Until further notice, the USSC, comprised of six Catholics and three Jews is likely to pursue a conservative, pro-religion judicial policy (if not agenda), as was shown in its historic overturning of Roe v Wade last Friday, and now in its decision in Kennedy v. Bremerton. The Supreme Court ruled on Monday in favor of petitioner Joseph Kennedy who “lost his job as a high school football coach in the Bremerton School District after he knelt at midfield after games to offer a quiet personal prayer.”
The court decided coach Kennedy had a constitutional right to pray at the 50-yard line after his team’s games, and the vote, as it had been last Friday, was 6 to 3, with the court’s three liberal members dissenting.
Earlier in this term, the court ruled unanimously in favor of a Christian group that wanted to raise its flag in front of Boston’s City Hall and, with 8 to 1 in favor of a death row inmate who asked to be touched by his pastor inside the execution chamber.
Justice Sonia Sotomayor wrote a furious dissenting view on Kennedy v.
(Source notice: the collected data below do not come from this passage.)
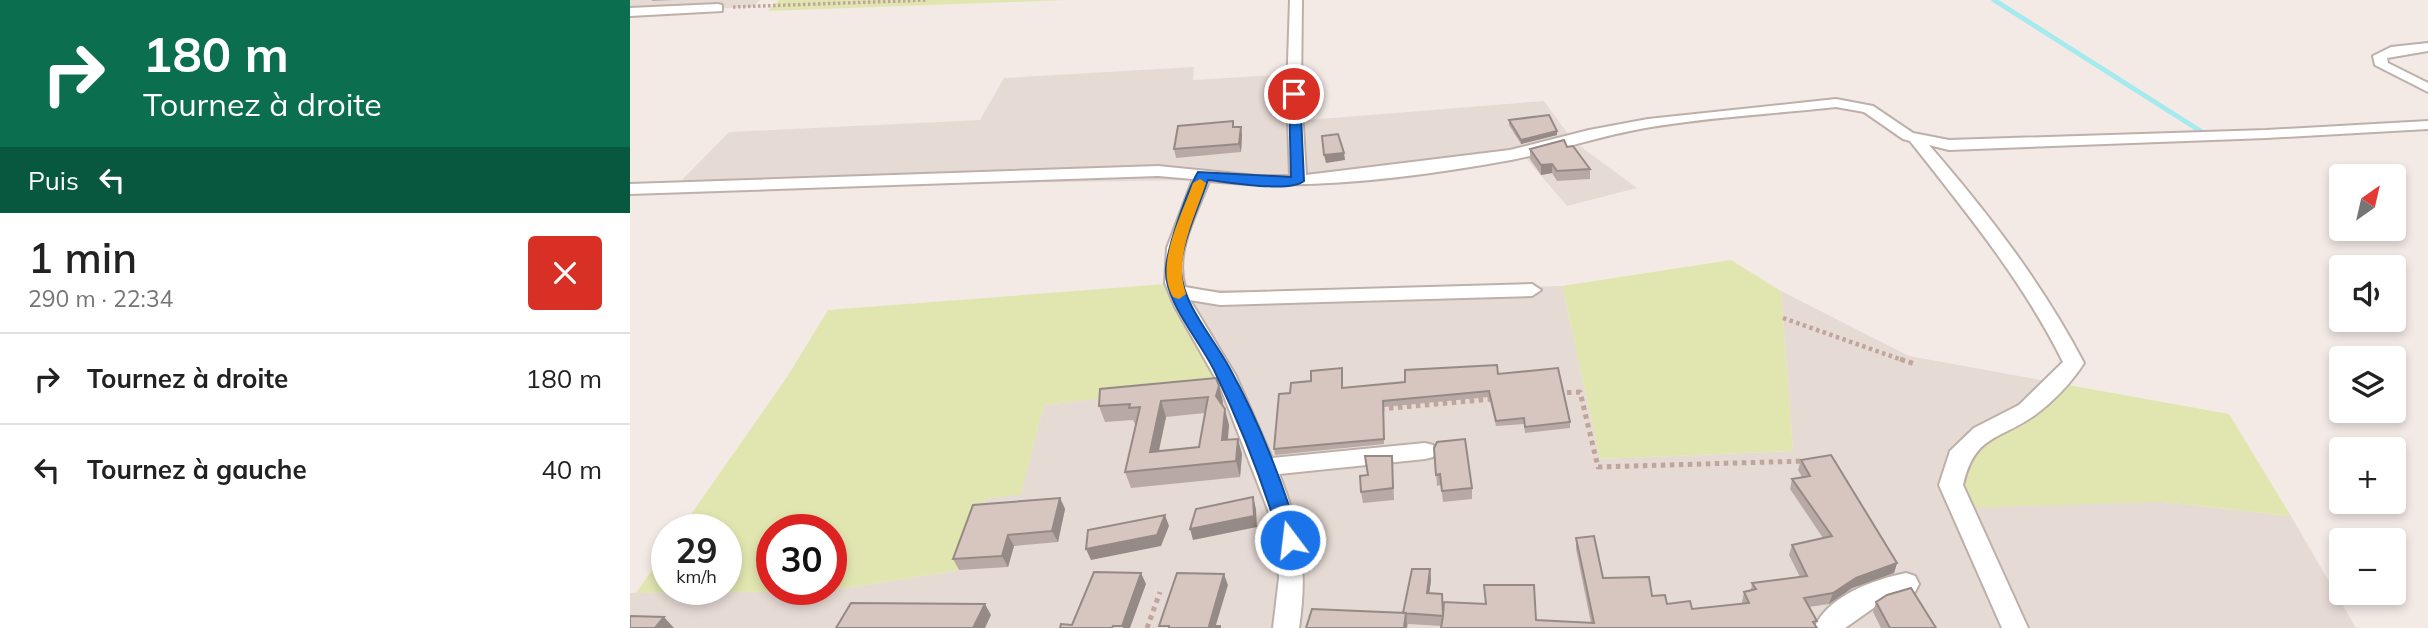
<!DOCTYPE html>
<html lang="fr">
<meta charset="utf-8">
<style>
:root{--surface:#fff;--page:#f6f6f6;--text:#222;--muted:#767676;--line:#e0e0e0}
body{margin:0;font-family:Mulish,sans-serif;background:var(--page);color:var(--text);height:100vh;display:flex;flex-direction:column;font-size:26px;white-space:nowrap}
*{box-sizing:border-box;margin:0}
p{font-size:23px;color:var(--muted)}
.icon{flex:none;width:38px;height:38px;fill:none;stroke:currentColor;stroke-width:2;stroke-linecap:round;stroke-linejoin:round}
.map{position:relative;flex:1;overflow:hidden}
.details{display:flex;flex-direction:column;background:var(--surface);width:630px}
.details>*{flex:none}
.hud{background:#0b6e4f;color:#fff;overflow:hidden}
.needle{width:46px;rotate:34deg}
.buttons{position:absolute;left:1699px;top:164px;display:grid;gap:14px}
.buttons a{display:grid;place-items:center;width:77px;height:77px;border-radius:7px;background:var(--surface);box-shadow:0 4px 10px #0003;font-size:35px}
.speed{position:absolute;left:21px;top:514px;display:flex;gap:14px;font-size:35px;font-weight:700;text-align:center}
.speed>*{display:grid;place-content:center;width:91px;height:91px;border-radius:50%;background:var(--surface);box-shadow:0 4px 10px #0003;line-height:1}
.speed small{font-size:18px;font-weight:400}
.speed .limit{border:10px solid #d22;background:#fff;color:#111}
.pin{position:absolute;display:grid;place-items:center;width:60px;height:60px;color:#fff;margin:-30px;border:4px solid #fff;border-radius:50%;box-shadow:0 2px 7px #0007}
.me{position:absolute;width:77px;margin:-38px;rotate:345deg;stroke-linejoin:round;filter:drop-shadow(0 0 5px #0008)}
.turn{display:flex;align-items:center;gap:24px;height:147px;padding:0 28px;font-size:32px}
.turn .icon{width:91px;height:91px;stroke-width:2.5}
.turn b{display:block;font-size:49px;line-height:60px}
.then{display:flex;align-items:center;height:66px;padding:0 28px;background:#0003;gap:14px;font-size:26px}
.round{display:grid;place-items:center;flex:none;width:74px;height:74px;border-radius:7px;background:var(--page)}
.summary{display:flex;align-items:center;justify-content:space-between;height:119px;padding:0 28px}
h1{font-size:42px;font-weight:600;line-height:52px}
ul{padding:0;list-style:none}
li{display:flex;align-items:center;gap:21px;height:91px;padding:0 28px;border-top:2px solid var(--line)}
li div{flex:1}
li b{display:block;font-size:26px}
li em{font-style:normal}
main{display:flex;flex:1;min-height:0}
.map>svg:first-child{display:block}
.residential{fill:#e6dad4}
.green{fill:#e1e6b0;fill-rule:evenodd}
.lines{fill:none;stroke-linecap:round;stroke-linejoin:round}
.stream{stroke:#a4eaee;stroke-width:5}
.minor-casing{stroke:#beb0a9;stroke-width:4}
.path-far2{stroke:#bfa59b;stroke-width:3.5;stroke-dasharray:2.5 2.5;stroke-linecap:butt}
.path-far1{stroke:#bfa59b;stroke-width:4.5;stroke-dasharray:3.5 3.5;stroke-linecap:butt}
.path{stroke:#bfa59b;stroke-width:5;stroke-dasharray:4.5 4.5;stroke-linecap:butt}
.minor{fill:#fff;fill-rule:evenodd}
.wall{fill:#b9a9a4;fill-rule:evenodd}
.shaded-wall{fill:#968a86}
.building{fill:#d7c5bf;stroke:#968a86;stroke-width:2;fill-rule:evenodd}
.route{fill:#1a73e8;stroke:#114b97;stroke-width:2}
.slow{fill:#f59e0b}
</style>
<main>
<section class="details">
<div class="hud">
<div class="turn"><svg class="icon" aria-label="right" viewBox="0 0 24 24"><path d="M7 20v-9h11M14 6l5 5-5 5"/></svg><div><b>180 m</b>Tournez à droite</div></div>
<div class="then">Puis<svg class="icon" aria-label="left" viewBox="0 0 24 24"><path d="M17 20v-9H6M10 6l-5 5 5 5"/></svg></div>
</div>
<div class="summary"><div><h1>1 min</h1><p>290 m · 22:34</p></div><a class="round" style="background:#d93025;color:#fff"><svg class="icon" aria-label="close" viewBox="0 0 24 24"><path d="M6 6l12 12M18 6L6 18"/></svg></a></div>
<ul>
<li><svg class="icon" aria-label="right" viewBox="0 0 24 24"><path d="M7 20v-9h11M14 6l5 5-5 5"/></svg><div><b>Tournez à droite</b></div><em>180 m</em></li>
<li><svg class="icon" aria-label="left" viewBox="0 0 24 24"><path d="M17 20v-9H6M10 6l-5 5 5 5"/></svg><div><b>Tournez à gauche</b></div><em>40 m</em></li>
</ul>
</section>
<div class="map">
<svg width="1798" height="628" viewBox="0 0 1798 628">
<rect width="100%" height="100%" fill="#f3eae6"/>
<path class="residential" d="M0,0H130L122,7L0,12Z
M564,67L563,80L665,74V121L914,101L943,141L1007,188L937,206L895,157L772,176L660,185L571,180L44,188L99,132L350,120L374,78Z
M544,281L572,289L638,291L932,286L970,459L1163,451L1151,291L1279,356L1427,383L1532,502L1661,516L1726,628H0V593L199,591L329,570L356,499L391,493L414,405L592,384Z"/>
<path class="green" d="M149,0H438L138,11Z
M1101,260L1151,291L1163,451L970,459L932,286Z
M536,284L593,385L414,405L391,494L356,499L329,570L199,591L6,593L37,549V590H96V530H50L157,377L198,310ZM142,530H201V590H142Z
M1427,383L1599,414L1661,516L1532,502L1329,508L1328,457Z"/>
<g class="lines">
<path class="stream" d="M1364,0L1572,132"/>
<g class="minor-casing">
<path id="minor" d="M660,0H672L671,94L676,175L880,150L959,130L1018,119L1206,99L1243,106L1283,133L1319,140L1636,130L1798,121V129L1636,138L1319,150L1299,145C1358,213 1412,283 1454,363C1442,382 1423,402 1405,415C1368,441 1345,434 1333,485L1398,628H1372L1309,485L1320,451L1344,428L1389,405L1433,362C1392,280 1336,212 1280,141L1273,139L1234,112L1206,107C1143,114 1078,117 1015,128C970,136 926,151 881,160C782,178 678,191 579,181C567,213 544,252 555,287L590,293L902,284L911,290L902,296L590,305L560,300L606,376L642,458L795,443L803,445L806,451L803,457L795,459L649,474C671,529 678,569 669,628H643L649,578L648,556L640,515L590,386L545,307L535,283L537,248L563,179L528,176L0,194V184L528,166L627,176H660L657,94Z
M88,4L92,5V11L0,16V8Z
M1798,43V51L1757,58L1758,63L1798,83V92L1745,65L1743,56L1761,47Z
M1276,573L1285,576L1289,584L1285,592L1252,602L1215,628H1184C1199,595 1243,580 1276,573Z"/>
</g>
<path class="path-far2" d="M103,7L298,0"/>
<path class="path-far1" d="M1153,318L1275,361"/>
<path class="path" d="M1270,359L1285,364
M928,393L950,392L968,467L1175,461
M750,409L863,399
M517,628L530,592"/>
<use href="#minor" class="minor"/>
</g>
<path class="wall" d="M22,0H44L22,1Z
M879,120L927,135L891,144L879,125Z
M605,127L612,135L611,152L546,158L544,149Z
M937,147L960,169V179L927,181L922,173L911,175L900,159V149Z
M712,368L713,388L868,374L940,422V428L895,433L894,424L866,426L859,397L754,407V444L645,455L644,449L660,393L681,381Z
M586,378L593,402L592,405L599,425L598,440L612,454L610,477L501,488L495,472L506,424H505L503,420L475,422L469,406ZM575,413L569,447L529,451L536,417Z
M762,456L764,500L733,503L731,492L738,475Z
M805,459L842,488V499L813,502L811,485L807,486Z
M1171,460L1267,563L1264,573L1222,588L1199,604L1179,607L1187,621L812,626L778,624L777,628L773,613L800,569L801,580L799,594L813,609L906,620L961,623L946,549V538L973,578L1022,596L1037,604L1062,609L1112,604V602L1114,592L1121,590L1122,583L1170,577L1159,555L1162,545L1193,538L1160,489L1162,479L1172,477L1168,470Z
M430,498L435,509L428,542L384,546L378,567L329,570L323,559Z
M1246,602L1306,628H1251L1243,612Z"/>
<path class="shaded-wall" d="M611,127L612,135L611,152L609,144Z
M927,131V135L891,144V140Z
M714,153L715,160L696,163L694,155Z
M922,164V173L911,175V165Z
M589,386L593,402L590,412L586,396Z
M531,401L536,417L525,468L520,452Z
M595,409L599,425L596,456L592,440Z
M608,439L612,454L610,477L606,461Z
M623,497L626,509L627,527L563,540L560,529Z
M430,498L435,509L428,542L422,531Z
M535,515L539,526L531,546L461,560L456,549Z
M378,535L384,546L378,567L372,556Z
M1267,563L1264,573L1222,588L1199,604L1203,593L1226,578Z
M800,569L801,580L798,604L797,593Z
M511,573L516,584L500,628H493L492,626Z
M594,574L598,585L585,628L579,626Z
M355,604L361,615L355,628H343Z
M776,613L777,628H774Z
M34,617L44,628H25Z"/>
<path class="building" d="M919,115L927,131L891,140L879,120Z
M603,121V127H611L609,144L544,149L548,126Z
M708,134L714,153L694,155L692,136Z
M934,140L937,147L943,146L960,169L927,171L922,164L911,165L900,149Z
M867,365L868,374L928,368L940,422L895,427L894,418L866,421L859,391L753,401L754,439L644,449L649,394L660,393L661,383L681,381V371L712,368V388L775,382V370Z
M586,378L589,386L586,396L595,409L592,440L608,439L606,461L495,472L510,407L499,408L500,404L469,406L470,389ZM578,397L569,447L520,452L531,401Z
M835,439L842,488L812,491L810,474L806,475L804,448L807,442Z
M1201,455L1267,563L1226,578L1203,593L1174,598L1187,621L1183,622L1187,628H811L813,616L773,613L782,569H800L797,593L812,594L813,615L814,602L856,604L854,585H904L906,620L964,623L946,538L964,536L973,578L1019,577L1022,596L1035,595L1037,604L1060,601L1062,609L1119,603L1114,592L1126,589L1122,583L1177,576L1162,545L1202,536L1162,479L1180,476L1171,460Z
M735,456H762L763,488L731,492L730,476L738,475Z
M623,497L624,516L560,529L566,509Z
M430,498L422,531L378,535L372,556L323,559L343,505Z
M535,515L527,535L456,549L458,530Z
M464,572L511,573L492,626H483L482,628H430L431,624L442,625Z
M547,573L594,574L579,626H590V628H539V626H529Z
M1281,588L1306,628H1260L1246,602L1257,595Z
M221,603L355,604L343,628H206Z
M682,609L776,613L774,628H676Z
M0,616L34,617L25,628H0Z"/>
<path class="route" d="M664,90L670,94L674,181C660,193 598,182 578,180C571,201 548,251 551,272C554,307 583,337 599,367C629,421 652,481 670,540L667,546L660,548L653,546L650,540C633,482 610,424 584,370C570,341 534,301 536,269C537,248 557,191 568,172L661,177L659,94Z"/>
<path class="slow" d="M570,179L576,183C565,217 543,258 556,294L549,299L543,297C524,264 552,216 563,183Z"/>
</svg>
<div class="buttons">
<a><svg class="needle" viewBox="-14 -14 28 28"><path d="M0-13l5 13h-10z" fill="#e53935"/><path d="M0 13l5-13h-10z" fill="#767676"/></svg></a>
<a><svg class="icon" aria-label="sound" viewBox="0 0 24 24"><path d="M4 9h4l5-4v14l-5-4H4zM17 9q2 3 0 6"/></svg></a>
<a><svg class="icon" aria-label="layers" viewBox="0 0 24 24"><path d="M12 4l9 5-9 5-9-5zM3 14l9 5 9-5"/></svg></a>
<a>+</a>
<a>−</a>
</div>
<div class="speed"><div>29<small>km/h</small></div><div class="limit">30</div></div>
<div class="pin" style="left:664px;top:94px;background:#d93025"><svg class="icon" aria-label="arrive" viewBox="0 0 24 24"><path d="M6 21V4h12l-3 4 3 4H6"/></svg></div>
<svg class="me" style="left:660px;top:540px" viewBox="-20 -20 40 40"><circle r="17" fill="#1a73e8" stroke="#fff" stroke-width="3"/><path d="M0-11L8 9 0 5-8 9z" fill="#fff"/></svg>
</div>
</main>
Bremerton, that opened: “For now, it suffices to say that the Court’s history-and-tradition test offers essentially no guidance for school administrators. If even judges and Justices, with full adversarial briefing and argument tailored to precise legal issues, regularly disagree (and err) in their amateur efforts at history, how are school administrators, faculty, and staff supposed to adapt? How will school administrators exercise their responsibilities to manage school curriculum and events when the Court appears to elevate individuals’ rights to religious exercise above all else? Today’s opinion provides little in the way of answers; the Court simply sets the stage for future legal changes that will inevitably follow the Court’s choice today to upset longstanding rules.”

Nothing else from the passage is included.